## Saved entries
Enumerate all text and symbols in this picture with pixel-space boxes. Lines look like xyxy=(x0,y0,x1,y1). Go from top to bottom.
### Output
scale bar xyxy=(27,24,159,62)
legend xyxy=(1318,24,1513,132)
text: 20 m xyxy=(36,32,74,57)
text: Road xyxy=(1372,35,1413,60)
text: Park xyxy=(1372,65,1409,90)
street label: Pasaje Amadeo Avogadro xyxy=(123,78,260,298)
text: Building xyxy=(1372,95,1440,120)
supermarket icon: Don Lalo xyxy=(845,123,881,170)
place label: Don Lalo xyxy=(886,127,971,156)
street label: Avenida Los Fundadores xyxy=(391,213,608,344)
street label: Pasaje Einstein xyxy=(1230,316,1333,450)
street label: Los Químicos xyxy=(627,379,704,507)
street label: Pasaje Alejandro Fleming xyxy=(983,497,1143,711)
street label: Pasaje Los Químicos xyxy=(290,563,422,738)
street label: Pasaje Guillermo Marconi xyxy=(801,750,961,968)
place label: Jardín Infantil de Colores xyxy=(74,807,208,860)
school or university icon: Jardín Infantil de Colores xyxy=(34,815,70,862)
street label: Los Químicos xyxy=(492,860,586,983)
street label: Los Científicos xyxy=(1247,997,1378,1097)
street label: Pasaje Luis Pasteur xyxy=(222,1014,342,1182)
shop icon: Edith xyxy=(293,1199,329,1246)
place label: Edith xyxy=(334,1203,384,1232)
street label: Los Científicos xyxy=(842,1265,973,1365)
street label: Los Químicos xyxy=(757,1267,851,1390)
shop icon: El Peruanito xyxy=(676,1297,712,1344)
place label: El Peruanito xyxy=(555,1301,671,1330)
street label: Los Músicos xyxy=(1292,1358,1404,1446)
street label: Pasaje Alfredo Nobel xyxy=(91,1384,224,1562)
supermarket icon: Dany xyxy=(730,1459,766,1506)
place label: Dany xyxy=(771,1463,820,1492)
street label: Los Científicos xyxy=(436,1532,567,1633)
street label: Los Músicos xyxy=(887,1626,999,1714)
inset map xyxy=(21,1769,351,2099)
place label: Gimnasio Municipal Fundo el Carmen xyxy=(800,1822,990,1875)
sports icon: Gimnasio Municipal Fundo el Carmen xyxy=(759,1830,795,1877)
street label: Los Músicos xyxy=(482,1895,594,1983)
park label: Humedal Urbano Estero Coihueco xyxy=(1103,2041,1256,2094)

## TASK TO CARRY OUT
For each line in the data that contains the string "Colores", give a copy of that line.

## OUTPUT BELOW
place label: Jardín Infantil de Colores xyxy=(74,807,208,860)
school or university icon: Jardín Infantil de Colores xyxy=(34,815,70,862)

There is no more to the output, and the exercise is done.